- [DIRECTIONS FOR THIS TASK] Find how many lines of the entries contain the word "bottom", then report that figure alone.

(Saved entries)
==========

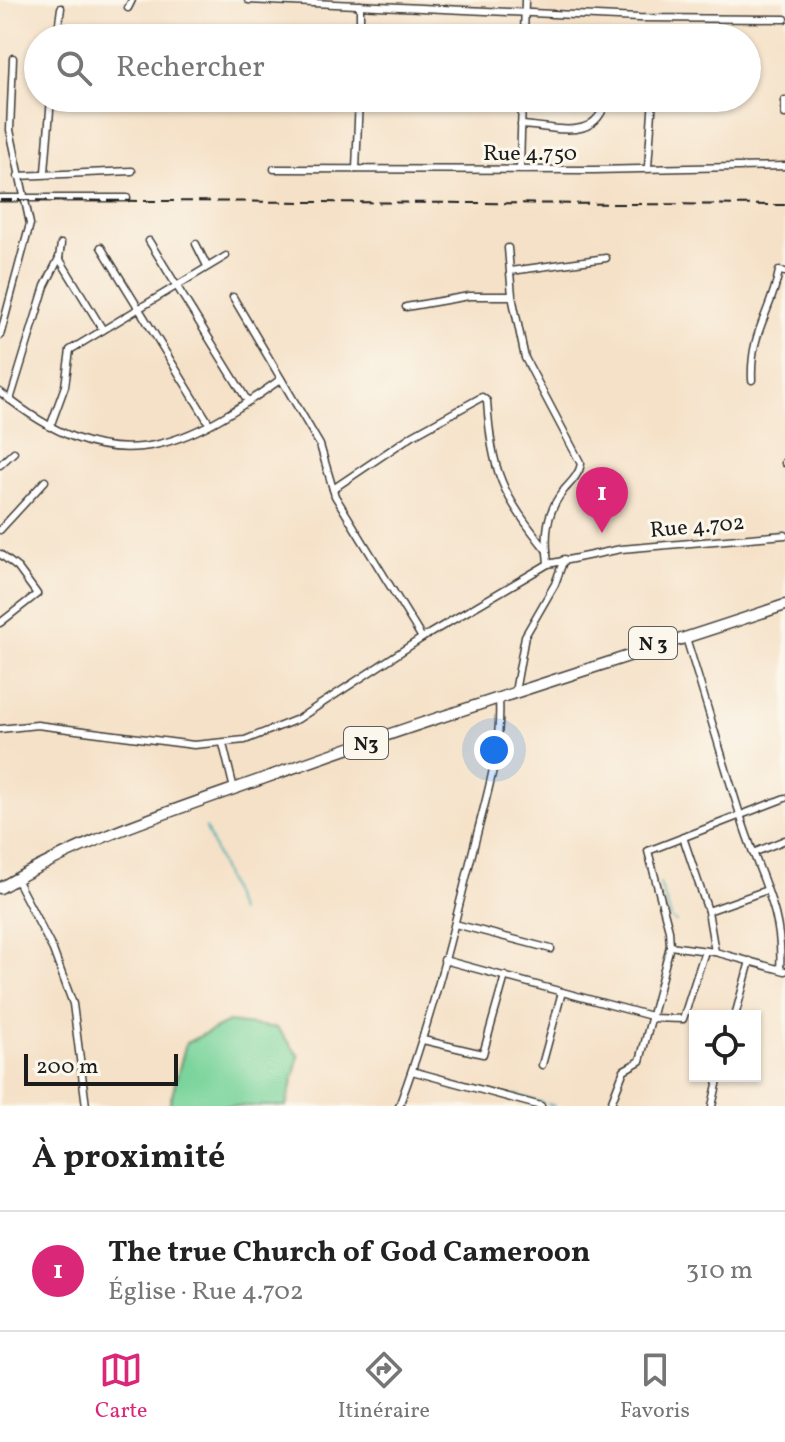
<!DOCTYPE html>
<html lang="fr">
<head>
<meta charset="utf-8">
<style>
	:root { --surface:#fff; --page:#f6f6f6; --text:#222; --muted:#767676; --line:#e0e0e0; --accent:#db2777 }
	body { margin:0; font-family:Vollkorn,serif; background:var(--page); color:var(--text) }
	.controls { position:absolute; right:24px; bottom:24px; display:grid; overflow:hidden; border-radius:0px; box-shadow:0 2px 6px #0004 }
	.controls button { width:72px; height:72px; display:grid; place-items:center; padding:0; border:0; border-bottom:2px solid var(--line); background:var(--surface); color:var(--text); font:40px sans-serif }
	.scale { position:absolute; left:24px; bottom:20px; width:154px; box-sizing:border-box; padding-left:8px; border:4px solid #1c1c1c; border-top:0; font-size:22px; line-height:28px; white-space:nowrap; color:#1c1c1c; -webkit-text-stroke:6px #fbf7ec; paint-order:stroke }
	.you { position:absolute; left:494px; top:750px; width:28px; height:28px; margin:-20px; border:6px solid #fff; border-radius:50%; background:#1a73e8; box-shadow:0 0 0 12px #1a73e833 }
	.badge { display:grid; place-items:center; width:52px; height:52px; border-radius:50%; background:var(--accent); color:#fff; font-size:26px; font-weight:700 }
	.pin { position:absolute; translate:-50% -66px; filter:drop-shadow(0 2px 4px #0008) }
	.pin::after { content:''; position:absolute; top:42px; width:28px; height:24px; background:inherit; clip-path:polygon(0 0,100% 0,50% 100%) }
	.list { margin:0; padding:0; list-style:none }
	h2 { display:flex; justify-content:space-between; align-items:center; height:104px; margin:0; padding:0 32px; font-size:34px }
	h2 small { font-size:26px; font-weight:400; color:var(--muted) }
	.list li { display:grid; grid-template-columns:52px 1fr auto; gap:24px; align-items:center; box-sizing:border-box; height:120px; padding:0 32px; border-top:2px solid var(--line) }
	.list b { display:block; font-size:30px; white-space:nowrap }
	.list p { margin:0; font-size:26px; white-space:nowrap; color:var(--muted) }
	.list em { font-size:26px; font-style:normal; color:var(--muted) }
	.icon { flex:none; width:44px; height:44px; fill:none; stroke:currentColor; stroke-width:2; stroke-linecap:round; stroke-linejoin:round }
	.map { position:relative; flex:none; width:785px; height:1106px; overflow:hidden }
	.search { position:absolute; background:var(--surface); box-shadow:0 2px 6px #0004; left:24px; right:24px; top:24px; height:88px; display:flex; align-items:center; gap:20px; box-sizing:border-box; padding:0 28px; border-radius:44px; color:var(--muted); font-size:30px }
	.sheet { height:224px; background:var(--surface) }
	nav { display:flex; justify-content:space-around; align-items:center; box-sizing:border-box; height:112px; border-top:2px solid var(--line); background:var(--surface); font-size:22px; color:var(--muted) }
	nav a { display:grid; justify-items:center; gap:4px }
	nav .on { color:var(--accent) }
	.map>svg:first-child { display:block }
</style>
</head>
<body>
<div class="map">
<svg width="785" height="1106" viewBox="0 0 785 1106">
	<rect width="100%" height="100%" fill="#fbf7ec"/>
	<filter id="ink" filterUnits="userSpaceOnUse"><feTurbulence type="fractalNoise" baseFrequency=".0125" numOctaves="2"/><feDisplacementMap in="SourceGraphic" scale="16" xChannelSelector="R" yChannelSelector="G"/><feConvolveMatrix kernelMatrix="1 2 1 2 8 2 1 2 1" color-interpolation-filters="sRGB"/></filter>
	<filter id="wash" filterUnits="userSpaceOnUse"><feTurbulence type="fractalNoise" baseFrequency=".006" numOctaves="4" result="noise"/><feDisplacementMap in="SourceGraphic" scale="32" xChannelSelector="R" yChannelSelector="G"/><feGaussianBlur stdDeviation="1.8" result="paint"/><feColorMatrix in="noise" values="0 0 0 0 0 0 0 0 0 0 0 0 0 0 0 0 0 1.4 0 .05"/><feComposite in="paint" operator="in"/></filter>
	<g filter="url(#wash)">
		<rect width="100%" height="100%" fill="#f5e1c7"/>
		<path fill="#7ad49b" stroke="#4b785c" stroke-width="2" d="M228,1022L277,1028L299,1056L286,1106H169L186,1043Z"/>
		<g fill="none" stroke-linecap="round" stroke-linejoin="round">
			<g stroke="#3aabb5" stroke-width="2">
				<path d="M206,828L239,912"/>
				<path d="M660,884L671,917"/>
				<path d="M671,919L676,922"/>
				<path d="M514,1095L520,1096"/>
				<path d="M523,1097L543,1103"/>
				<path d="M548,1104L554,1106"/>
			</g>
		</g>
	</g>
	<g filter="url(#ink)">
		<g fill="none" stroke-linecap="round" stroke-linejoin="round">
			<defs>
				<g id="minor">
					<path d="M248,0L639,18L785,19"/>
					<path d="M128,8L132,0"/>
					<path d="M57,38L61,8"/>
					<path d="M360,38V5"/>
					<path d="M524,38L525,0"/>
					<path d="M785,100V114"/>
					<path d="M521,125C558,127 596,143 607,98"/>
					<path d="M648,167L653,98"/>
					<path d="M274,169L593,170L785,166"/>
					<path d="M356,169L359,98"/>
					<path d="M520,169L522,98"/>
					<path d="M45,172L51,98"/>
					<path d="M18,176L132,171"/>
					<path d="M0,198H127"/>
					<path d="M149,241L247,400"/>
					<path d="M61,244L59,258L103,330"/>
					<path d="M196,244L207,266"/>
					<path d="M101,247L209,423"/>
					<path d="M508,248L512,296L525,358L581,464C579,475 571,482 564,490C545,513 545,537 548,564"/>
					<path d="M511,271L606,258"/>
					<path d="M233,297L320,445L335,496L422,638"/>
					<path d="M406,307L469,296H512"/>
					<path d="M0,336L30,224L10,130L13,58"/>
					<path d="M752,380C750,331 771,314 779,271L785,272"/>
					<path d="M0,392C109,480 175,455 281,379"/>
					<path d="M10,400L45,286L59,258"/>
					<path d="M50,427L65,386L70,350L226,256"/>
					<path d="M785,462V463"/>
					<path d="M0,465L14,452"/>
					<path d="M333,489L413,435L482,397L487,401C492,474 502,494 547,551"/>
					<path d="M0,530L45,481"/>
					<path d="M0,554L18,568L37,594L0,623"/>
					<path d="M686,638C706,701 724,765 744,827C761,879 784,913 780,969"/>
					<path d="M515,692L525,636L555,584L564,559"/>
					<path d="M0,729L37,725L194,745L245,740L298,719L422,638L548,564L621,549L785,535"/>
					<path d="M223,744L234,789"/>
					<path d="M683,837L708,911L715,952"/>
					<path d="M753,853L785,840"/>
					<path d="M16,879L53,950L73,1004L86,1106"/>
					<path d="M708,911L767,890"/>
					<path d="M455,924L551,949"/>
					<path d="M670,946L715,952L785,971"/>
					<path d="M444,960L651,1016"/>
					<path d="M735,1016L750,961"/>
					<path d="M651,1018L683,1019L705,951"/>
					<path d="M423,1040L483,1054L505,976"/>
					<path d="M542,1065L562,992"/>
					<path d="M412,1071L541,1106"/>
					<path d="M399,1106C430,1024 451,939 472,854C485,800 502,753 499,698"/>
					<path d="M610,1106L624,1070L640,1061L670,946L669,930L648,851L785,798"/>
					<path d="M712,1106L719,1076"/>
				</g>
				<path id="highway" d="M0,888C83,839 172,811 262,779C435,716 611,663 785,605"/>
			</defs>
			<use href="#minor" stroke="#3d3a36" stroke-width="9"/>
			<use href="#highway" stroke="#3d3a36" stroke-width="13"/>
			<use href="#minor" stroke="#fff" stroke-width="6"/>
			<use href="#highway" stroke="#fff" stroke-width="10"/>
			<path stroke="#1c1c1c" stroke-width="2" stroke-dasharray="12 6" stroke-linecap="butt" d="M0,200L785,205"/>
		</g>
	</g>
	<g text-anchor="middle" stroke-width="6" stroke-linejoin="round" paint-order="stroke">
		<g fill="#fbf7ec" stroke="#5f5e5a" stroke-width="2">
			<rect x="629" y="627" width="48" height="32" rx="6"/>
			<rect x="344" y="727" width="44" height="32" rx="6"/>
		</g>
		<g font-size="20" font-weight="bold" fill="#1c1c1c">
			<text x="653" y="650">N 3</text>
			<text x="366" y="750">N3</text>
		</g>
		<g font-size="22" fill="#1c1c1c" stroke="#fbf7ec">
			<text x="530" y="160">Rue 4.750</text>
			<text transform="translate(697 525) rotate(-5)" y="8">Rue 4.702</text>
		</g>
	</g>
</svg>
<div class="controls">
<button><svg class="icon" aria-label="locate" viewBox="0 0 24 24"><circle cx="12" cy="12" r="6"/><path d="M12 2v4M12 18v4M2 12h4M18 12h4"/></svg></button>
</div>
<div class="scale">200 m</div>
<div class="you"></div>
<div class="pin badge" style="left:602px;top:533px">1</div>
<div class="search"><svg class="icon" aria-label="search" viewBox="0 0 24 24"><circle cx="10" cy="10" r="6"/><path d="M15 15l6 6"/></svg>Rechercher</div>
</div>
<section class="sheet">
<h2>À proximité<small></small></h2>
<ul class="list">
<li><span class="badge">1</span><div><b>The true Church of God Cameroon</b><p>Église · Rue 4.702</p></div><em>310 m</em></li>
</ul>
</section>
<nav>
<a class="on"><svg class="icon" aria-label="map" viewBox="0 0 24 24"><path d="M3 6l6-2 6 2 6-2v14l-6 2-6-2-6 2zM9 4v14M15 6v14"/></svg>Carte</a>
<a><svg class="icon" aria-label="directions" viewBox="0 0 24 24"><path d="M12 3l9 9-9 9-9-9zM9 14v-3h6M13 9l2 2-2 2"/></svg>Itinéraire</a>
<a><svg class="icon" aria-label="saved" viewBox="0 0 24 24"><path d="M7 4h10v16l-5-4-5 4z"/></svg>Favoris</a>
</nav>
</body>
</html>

==========

- [ANSWER FOR THE TASK] 3